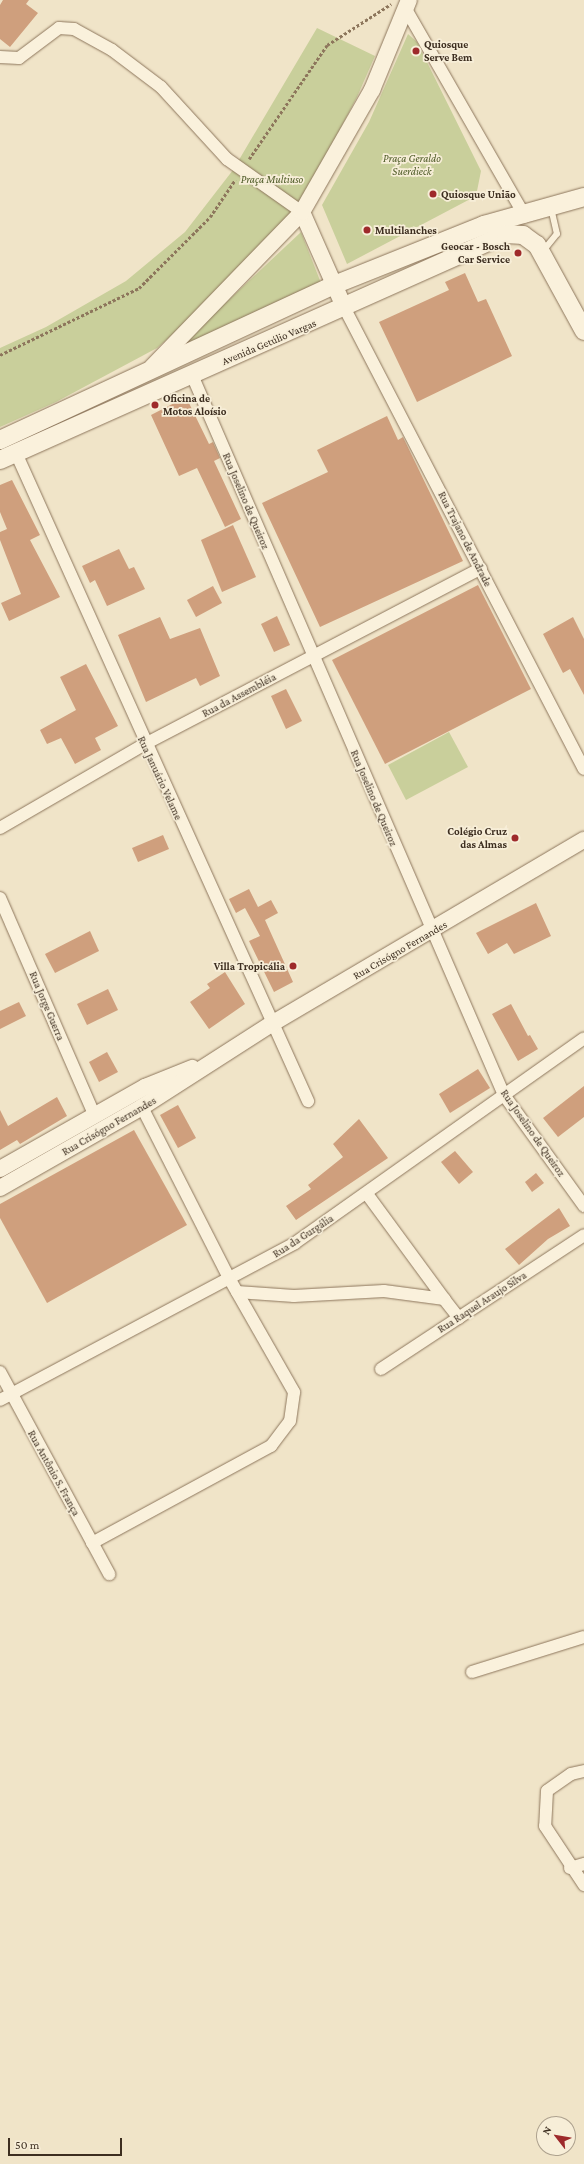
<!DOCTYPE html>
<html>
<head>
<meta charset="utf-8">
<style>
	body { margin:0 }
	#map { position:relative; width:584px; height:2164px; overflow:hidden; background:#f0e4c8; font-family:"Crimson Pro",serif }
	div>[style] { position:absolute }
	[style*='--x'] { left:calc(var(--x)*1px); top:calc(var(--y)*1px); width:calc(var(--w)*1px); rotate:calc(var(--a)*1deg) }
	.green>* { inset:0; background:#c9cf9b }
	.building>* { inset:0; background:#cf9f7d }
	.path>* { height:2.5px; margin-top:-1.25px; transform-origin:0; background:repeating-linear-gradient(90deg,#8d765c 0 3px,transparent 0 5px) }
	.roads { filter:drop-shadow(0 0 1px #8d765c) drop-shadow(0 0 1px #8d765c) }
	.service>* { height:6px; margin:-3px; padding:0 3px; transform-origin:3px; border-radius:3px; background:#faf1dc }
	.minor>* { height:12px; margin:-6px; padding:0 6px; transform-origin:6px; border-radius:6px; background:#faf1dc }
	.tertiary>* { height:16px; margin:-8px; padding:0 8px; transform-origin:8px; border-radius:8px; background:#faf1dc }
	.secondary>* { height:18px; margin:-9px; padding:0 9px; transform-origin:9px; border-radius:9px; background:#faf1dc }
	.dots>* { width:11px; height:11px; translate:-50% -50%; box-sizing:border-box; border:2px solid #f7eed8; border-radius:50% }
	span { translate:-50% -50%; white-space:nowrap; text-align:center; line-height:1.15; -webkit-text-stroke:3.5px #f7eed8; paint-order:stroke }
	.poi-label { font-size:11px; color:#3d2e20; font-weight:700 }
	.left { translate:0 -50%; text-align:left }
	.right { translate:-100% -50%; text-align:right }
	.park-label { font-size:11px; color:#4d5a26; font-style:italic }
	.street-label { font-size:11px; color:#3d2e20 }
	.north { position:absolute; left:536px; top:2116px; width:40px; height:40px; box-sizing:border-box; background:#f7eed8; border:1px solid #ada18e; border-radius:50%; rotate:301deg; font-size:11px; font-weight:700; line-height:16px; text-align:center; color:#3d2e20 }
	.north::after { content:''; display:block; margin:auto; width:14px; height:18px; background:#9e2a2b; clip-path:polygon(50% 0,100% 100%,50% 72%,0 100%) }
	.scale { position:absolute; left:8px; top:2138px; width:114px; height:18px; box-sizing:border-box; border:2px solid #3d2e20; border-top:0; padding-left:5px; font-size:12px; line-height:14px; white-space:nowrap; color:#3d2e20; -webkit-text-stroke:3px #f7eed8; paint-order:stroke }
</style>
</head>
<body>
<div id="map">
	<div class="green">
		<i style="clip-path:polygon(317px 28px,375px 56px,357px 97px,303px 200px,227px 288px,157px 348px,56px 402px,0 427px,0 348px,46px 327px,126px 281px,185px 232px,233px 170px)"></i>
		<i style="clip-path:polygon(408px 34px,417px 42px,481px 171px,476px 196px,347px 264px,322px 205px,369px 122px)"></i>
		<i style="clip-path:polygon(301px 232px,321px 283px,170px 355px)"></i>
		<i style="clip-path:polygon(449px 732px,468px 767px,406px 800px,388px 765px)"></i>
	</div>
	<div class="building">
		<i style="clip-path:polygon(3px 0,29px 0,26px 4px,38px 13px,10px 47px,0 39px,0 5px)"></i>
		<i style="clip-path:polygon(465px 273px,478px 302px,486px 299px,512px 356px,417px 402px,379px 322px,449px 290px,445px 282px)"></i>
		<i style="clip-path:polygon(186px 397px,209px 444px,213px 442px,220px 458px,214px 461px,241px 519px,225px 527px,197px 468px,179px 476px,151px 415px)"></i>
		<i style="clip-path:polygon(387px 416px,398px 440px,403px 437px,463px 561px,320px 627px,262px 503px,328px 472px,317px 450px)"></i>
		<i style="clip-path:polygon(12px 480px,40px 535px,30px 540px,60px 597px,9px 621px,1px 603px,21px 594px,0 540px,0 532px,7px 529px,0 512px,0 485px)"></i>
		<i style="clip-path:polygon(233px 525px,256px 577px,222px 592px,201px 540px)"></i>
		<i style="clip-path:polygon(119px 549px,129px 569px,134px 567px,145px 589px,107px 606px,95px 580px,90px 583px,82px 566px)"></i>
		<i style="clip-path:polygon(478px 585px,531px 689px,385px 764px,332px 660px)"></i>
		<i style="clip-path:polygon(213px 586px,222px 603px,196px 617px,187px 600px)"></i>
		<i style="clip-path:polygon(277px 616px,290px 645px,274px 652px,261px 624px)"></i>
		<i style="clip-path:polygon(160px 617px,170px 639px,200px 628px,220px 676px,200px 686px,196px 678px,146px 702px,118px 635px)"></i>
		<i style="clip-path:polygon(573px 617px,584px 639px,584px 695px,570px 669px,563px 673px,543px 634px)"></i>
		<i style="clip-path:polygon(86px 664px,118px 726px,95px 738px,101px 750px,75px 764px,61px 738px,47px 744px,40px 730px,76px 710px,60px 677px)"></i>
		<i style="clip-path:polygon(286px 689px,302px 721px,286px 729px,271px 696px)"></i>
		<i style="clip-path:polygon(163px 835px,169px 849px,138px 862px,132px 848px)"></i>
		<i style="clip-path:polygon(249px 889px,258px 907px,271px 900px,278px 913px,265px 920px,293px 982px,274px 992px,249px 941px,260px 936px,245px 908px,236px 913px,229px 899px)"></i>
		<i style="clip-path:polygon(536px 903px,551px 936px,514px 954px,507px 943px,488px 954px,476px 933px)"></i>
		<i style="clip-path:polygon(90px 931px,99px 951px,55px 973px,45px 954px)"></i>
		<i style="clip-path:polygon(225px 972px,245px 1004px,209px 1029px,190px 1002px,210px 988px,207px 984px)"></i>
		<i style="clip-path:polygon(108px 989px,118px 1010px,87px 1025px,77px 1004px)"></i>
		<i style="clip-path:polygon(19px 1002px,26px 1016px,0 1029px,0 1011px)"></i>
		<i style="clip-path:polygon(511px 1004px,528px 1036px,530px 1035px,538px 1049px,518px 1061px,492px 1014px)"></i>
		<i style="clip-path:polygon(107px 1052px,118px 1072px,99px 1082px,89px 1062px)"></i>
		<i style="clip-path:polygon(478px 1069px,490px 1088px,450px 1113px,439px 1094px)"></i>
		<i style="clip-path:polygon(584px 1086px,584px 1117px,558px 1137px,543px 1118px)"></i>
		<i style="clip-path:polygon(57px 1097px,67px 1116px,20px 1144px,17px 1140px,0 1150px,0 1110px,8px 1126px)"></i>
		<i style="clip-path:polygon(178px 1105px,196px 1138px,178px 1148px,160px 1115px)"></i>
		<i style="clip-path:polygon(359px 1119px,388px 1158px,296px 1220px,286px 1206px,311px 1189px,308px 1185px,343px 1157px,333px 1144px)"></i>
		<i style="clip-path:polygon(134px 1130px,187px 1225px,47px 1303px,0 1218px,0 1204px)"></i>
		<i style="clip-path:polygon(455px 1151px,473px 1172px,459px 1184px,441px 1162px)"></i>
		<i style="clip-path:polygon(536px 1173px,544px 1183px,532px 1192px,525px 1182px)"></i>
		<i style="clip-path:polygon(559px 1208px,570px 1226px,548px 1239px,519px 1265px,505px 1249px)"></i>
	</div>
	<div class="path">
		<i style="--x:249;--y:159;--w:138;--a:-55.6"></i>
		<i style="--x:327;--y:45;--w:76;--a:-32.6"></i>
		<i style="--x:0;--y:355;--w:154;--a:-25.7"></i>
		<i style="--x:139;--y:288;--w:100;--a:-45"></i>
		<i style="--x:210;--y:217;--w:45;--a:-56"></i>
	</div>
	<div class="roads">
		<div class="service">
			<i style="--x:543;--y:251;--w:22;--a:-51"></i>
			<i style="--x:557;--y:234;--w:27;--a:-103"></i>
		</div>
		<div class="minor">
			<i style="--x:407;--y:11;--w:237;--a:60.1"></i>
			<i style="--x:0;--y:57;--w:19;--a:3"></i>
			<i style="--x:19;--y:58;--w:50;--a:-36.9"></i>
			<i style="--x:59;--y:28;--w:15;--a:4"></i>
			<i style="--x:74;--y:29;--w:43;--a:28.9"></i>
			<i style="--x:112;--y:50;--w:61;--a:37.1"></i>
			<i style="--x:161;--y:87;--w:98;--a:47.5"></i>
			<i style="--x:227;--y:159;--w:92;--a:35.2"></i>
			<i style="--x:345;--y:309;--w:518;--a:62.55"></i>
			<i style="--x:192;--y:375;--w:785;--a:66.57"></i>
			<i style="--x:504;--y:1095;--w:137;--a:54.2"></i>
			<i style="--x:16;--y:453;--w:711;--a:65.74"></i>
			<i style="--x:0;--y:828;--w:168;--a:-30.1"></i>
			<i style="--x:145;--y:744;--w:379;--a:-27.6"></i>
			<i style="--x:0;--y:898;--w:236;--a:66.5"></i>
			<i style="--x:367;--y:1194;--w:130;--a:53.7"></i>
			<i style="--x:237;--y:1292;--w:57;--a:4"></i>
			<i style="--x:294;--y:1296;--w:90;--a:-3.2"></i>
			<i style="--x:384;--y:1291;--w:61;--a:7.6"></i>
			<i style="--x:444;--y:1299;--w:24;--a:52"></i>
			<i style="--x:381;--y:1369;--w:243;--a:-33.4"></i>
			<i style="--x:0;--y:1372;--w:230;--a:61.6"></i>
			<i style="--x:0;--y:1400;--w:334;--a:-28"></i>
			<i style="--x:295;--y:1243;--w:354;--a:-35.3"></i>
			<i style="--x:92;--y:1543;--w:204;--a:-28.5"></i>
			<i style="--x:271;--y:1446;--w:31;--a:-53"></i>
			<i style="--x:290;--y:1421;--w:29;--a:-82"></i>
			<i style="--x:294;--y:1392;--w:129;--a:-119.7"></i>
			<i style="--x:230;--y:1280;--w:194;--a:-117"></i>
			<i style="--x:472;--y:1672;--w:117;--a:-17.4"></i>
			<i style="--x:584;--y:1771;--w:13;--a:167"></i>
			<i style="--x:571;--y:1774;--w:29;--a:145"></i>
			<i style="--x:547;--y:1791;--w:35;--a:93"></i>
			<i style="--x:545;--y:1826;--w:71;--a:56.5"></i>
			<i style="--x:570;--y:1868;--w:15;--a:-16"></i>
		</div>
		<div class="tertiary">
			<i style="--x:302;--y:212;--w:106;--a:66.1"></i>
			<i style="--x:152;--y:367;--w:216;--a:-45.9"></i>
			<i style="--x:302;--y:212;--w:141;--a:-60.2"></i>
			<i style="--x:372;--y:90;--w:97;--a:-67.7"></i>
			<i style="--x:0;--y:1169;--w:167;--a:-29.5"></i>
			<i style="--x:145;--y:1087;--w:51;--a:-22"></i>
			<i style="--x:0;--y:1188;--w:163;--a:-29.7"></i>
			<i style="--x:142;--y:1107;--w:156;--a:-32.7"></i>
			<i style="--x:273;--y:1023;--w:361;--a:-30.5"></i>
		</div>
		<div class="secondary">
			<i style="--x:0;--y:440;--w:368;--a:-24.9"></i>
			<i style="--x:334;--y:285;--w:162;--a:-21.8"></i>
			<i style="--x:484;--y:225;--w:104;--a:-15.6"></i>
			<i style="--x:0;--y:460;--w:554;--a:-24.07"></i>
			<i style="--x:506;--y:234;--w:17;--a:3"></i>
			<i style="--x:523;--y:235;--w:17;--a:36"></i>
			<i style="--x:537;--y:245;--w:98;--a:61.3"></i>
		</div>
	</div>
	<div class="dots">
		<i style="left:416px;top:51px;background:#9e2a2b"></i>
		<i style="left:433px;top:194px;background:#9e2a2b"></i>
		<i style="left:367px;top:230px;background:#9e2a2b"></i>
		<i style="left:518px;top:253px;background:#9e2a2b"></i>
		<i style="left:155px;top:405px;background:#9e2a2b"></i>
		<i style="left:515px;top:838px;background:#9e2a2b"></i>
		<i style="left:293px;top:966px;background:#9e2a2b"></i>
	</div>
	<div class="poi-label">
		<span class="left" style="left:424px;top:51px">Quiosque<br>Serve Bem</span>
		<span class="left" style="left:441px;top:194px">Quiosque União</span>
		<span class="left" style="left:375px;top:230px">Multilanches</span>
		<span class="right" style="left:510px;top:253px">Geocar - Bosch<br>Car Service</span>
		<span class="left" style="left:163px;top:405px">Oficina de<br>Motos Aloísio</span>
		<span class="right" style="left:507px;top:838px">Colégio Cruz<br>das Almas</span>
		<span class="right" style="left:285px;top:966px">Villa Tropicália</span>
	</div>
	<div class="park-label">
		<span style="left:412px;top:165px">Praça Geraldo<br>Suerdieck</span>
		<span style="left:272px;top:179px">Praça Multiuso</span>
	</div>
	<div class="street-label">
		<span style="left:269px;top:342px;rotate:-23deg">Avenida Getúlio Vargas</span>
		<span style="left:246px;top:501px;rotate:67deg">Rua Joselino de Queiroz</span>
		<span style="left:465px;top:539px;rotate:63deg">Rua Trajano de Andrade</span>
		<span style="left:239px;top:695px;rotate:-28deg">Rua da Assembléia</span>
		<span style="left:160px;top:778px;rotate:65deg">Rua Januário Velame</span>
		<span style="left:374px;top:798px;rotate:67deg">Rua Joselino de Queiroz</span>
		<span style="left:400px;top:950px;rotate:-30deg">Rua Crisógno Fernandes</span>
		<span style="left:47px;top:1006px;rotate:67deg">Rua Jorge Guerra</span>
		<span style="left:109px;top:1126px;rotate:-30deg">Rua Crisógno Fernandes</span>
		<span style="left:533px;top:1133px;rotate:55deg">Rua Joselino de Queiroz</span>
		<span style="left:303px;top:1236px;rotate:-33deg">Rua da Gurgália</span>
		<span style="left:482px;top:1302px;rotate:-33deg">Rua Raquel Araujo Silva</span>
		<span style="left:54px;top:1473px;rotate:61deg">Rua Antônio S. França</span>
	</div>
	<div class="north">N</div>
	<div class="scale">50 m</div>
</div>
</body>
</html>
————————
From the first line of the listing above, repeat every line through the one holding "translate:-100% -50%; text-align:right". Both ends count, and pictures stay out.

<!DOCTYPE html>
<html>
<head>
<meta charset="utf-8">
<style>
	body { margin:0 }
	#map { position:relative; width:584px; height:2164px; overflow:hidden; background:#f0e4c8; font-family:"Crimson Pro",serif }
	div>[style] { position:absolute }
	[style*='--x'] { left:calc(var(--x)*1px); top:calc(var(--y)*1px); width:calc(var(--w)*1px); rotate:calc(var(--a)*1deg) }
	.green>* { inset:0; background:#c9cf9b }
	.building>* { inset:0; background:#cf9f7d }
	.path>* { height:2.5px; margin-top:-1.25px; transform-origin:0; background:repeating-linear-gradient(90deg,#8d765c 0 3px,transparent 0 5px) }
	.roads { filter:drop-shadow(0 0 1px #8d765c) drop-shadow(0 0 1px #8d765c) }
	.service>* { height:6px; margin:-3px; padding:0 3px; transform-origin:3px; border-radius:3px; background:#faf1dc }
	.minor>* { height:12px; margin:-6px; padding:0 6px; transform-origin:6px; border-radius:6px; background:#faf1dc }
	.tertiary>* { height:16px; margin:-8px; padding:0 8px; transform-origin:8px; border-radius:8px; background:#faf1dc }
	.secondary>* { height:18px; margin:-9px; padding:0 9px; transform-origin:9px; border-radius:9px; background:#faf1dc }
	.dots>* { width:11px; height:11px; translate:-50% -50%; box-sizing:border-box; border:2px solid #f7eed8; border-radius:50% }
	span { translate:-50% -50%; white-space:nowrap; text-align:center; line-height:1.15; -webkit-text-stroke:3.5px #f7eed8; paint-order:stroke }
	.poi-label { font-size:11px; color:#3d2e20; font-weight:700 }
	.left { translate:0 -50%; text-align:left }
	.right { translate:-100% -50%; text-align:right }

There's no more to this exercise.